> Data provided
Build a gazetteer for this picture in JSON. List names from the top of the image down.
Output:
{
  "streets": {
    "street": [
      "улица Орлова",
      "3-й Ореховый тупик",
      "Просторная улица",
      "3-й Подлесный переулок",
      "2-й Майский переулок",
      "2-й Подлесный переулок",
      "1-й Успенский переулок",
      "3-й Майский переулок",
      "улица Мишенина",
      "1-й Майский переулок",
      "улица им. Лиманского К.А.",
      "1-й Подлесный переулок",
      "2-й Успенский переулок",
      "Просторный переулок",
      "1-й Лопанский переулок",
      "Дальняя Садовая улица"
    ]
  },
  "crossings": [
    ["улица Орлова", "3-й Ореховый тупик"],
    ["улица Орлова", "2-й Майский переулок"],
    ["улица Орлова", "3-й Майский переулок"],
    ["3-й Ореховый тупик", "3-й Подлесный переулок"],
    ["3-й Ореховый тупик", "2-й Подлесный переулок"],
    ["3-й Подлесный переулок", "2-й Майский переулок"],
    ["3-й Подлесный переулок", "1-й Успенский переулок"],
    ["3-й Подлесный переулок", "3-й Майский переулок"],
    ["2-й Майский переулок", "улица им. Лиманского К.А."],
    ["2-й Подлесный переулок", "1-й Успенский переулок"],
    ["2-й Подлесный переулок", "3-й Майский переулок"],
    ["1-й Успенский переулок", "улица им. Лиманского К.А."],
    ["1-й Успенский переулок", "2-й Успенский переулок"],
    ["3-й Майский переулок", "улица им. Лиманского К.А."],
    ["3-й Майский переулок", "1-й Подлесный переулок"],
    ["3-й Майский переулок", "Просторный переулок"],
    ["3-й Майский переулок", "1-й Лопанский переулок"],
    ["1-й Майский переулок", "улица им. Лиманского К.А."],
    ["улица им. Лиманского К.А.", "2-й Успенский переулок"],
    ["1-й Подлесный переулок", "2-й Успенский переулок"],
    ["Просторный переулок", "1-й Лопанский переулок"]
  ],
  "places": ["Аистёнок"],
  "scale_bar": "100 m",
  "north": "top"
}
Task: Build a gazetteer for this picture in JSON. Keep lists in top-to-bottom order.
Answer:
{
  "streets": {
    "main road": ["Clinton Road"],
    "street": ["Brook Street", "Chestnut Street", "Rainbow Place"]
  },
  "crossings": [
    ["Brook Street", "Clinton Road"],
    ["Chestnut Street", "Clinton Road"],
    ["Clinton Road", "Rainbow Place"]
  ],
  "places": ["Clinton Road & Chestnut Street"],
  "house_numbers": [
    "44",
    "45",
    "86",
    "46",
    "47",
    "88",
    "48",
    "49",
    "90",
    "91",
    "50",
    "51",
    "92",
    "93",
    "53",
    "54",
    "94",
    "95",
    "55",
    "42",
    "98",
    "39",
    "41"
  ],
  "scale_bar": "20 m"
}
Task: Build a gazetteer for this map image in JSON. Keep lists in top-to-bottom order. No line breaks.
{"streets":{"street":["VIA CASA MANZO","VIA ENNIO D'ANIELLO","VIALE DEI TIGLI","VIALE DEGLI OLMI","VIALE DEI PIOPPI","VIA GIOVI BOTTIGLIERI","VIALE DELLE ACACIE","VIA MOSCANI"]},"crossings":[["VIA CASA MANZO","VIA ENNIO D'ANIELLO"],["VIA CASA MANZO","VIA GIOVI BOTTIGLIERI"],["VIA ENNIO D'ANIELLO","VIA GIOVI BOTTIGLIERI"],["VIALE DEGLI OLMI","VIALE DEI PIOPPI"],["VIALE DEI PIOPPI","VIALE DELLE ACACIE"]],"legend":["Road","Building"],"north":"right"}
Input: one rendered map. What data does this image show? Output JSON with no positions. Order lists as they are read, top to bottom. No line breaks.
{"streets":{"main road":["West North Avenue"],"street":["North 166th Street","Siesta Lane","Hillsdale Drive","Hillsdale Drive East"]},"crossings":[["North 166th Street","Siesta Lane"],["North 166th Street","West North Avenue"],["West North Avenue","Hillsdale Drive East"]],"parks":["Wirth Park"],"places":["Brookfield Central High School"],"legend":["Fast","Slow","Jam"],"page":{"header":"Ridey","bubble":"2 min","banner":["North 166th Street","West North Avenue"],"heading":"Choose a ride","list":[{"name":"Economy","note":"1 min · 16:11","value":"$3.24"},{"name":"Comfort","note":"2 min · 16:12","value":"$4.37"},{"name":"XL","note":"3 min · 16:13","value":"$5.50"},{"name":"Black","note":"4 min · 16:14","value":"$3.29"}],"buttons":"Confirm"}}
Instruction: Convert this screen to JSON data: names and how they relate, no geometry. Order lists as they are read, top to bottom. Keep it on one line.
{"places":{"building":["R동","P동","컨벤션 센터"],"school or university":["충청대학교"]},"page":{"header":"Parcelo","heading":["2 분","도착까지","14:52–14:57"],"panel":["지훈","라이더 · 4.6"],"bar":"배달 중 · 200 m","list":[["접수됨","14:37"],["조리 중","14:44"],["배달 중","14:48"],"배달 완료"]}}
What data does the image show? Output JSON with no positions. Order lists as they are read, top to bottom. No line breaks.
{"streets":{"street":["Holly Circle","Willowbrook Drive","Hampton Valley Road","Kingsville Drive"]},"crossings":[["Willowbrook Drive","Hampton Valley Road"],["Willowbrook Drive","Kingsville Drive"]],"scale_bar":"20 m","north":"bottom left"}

> Work to complete
Print every record exactly, so that each word matches what is written above.

> Task result
Build a gazetteer for this picture in JSON. List names from the top of the image down.
Output:
{
  "streets": {
    "street": [
      "улица Орлова",
      "3-й Ореховый тупик",
      "Просторная улица",
      "3-й Подлесный переулок",
      "2-й Майский переулок",
      "2-й Подлесный переулок",
      "1-й Успенский переулок",
      "3-й Майский переулок",
      "улица Мишенина",
      "1-й Майский переулок",
      "улица им. Лиманского К.А.",
      "1-й Подлесный переулок",
      "2-й Успенский переулок",
      "Просторный переулок",
      "1-й Лопанский переулок",
      "Дальняя Садовая улица"
    ]
  },
  "crossings": [
    ["улица Орлова", "3-й Ореховый тупик"],
    ["улица Орлова", "2-й Майский переулок"],
    ["улица Орлова", "3-й Майский переулок"],
    ["3-й Ореховый тупик", "3-й Подлесный переулок"],
    ["3-й Ореховый тупик", "2-й Подлесный переулок"],
    ["3-й Подлесный переулок", "2-й Майский переулок"],
    ["3-й Подлесный переулок", "1-й Успенский переулок"],
    ["3-й Подлесный переулок", "3-й Майский переулок"],
    ["2-й Майский переулок", "улица им. Лиманского К.А."],
    ["2-й Подлесный переулок", "1-й Успенский переулок"],
    ["2-й Подлесный переулок", "3-й Майский переулок"],
    ["1-й Успенский переулок", "улица им. Лиманского К.А."],
    ["1-й Успенский переулок", "2-й Успенский переулок"],
    ["3-й Майский переулок", "улица им. Лиманского К.А."],
    ["3-й Майский переулок", "1-й Подлесный переулок"],
    ["3-й Майский переулок", "Просторный переулок"],
    ["3-й Майский переулок", "1-й Лопанский переулок"],
    ["1-й Майский переулок", "улица им. Лиманского К.А."],
    ["улица им. Лиманского К.А.", "2-й Успенский переулок"],
    ["1-й Подлесный переулок", "2-й Успенский переулок"],
    ["Просторный переулок", "1-й Лопанский переулок"]
  ],
  "places": ["Аистёнок"],
  "scale_bar": "100 m",
  "north": "top"
}
Task: Build a gazetteer for this picture in JSON. Keep lists in top-to-bottom order.
Answer:
{
  "streets": {
    "main road": ["Clinton Road"],
    "street": ["Brook Street", "Chestnut Street", "Rainbow Place"]
  },
  "crossings": [
    ["Brook Street", "Clinton Road"],
    ["Chestnut Street", "Clinton Road"],
    ["Clinton Road", "Rainbow Place"]
  ],
  "places": ["Clinton Road & Chestnut Street"],
  "house_numbers": [
    "44",
    "45",
    "86",
    "46",
    "47",
    "88",
    "48",
    "49",
    "90",
    "91",
    "50",
    "51",
    "92",
    "93",
    "53",
    "54",
    "94",
    "95",
    "55",
    "42",
    "98",
    "39",
    "41"
  ],
  "scale_bar": "20 m"
}
Task: Build a gazetteer for this map image in JSON. Keep lists in top-to-bottom order. No line breaks.
{"streets":{"street":["VIA CASA MANZO","VIA ENNIO D'ANIELLO","VIALE DEI TIGLI","VIALE DEGLI OLMI","VIALE DEI PIOPPI","VIA GIOVI BOTTIGLIERI","VIALE DELLE ACACIE","VIA MOSCANI"]},"crossings":[["VIA CASA MANZO","VIA ENNIO D'ANIELLO"],["VIA CASA MANZO","VIA GIOVI BOTTIGLIERI"],["VIA ENNIO D'ANIELLO","VIA GIOVI BOTTIGLIERI"],["VIALE DEGLI OLMI","VIALE DEI PIOPPI"],["VIALE DEI PIOPPI","VIALE DELLE ACACIE"]],"legend":["Road","Building"],"north":"right"}
Input: one rendered map. What data does this image show? Output JSON with no positions. Order lists as they are read, top to bottom. No line breaks.
{"streets":{"main road":["West North Avenue"],"street":["North 166th Street","Siesta Lane","Hillsdale Drive","Hillsdale Drive East"]},"crossings":[["North 166th Street","Siesta Lane"],["North 166th Street","West North Avenue"],["West North Avenue","Hillsdale Drive East"]],"parks":["Wirth Park"],"places":["Brookfield Central High School"],"legend":["Fast","Slow","Jam"],"page":{"header":"Ridey","bubble":"2 min","banner":["North 166th Street","West North Avenue"],"heading":"Choose a ride","list":[{"name":"Economy","note":"1 min · 16:11","value":"$3.24"},{"name":"Comfort","note":"2 min · 16:12","value":"$4.37"},{"name":"XL","note":"3 min · 16:13","value":"$5.50"},{"name":"Black","note":"4 min · 16:14","value":"$3.29"}],"buttons":"Confirm"}}
Instruction: Convert this screen to JSON data: names and how they relate, no geometry. Order lists as they are read, top to bottom. Keep it on one line.
{"places":{"building":["R동","P동","컨벤션 센터"],"school or university":["충청대학교"]},"page":{"header":"Parcelo","heading":["2 분","도착까지","14:52–14:57"],"panel":["지훈","라이더 · 4.6"],"bar":"배달 중 · 200 m","list":[["접수됨","14:37"],["조리 중","14:44"],["배달 중","14:48"],"배달 완료"]}}
What data does the image show? Output JSON with no positions. Order lists as they are read, top to bottom. No line breaks.
{"streets":{"street":["Holly Circle","Willowbrook Drive","Hampton Valley Road","Kingsville Drive"]},"crossings":[["Willowbrook Drive","Hampton Valley Road"],["Willowbrook Drive","Kingsville Drive"]],"scale_bar":"20 m","north":"bottom left"}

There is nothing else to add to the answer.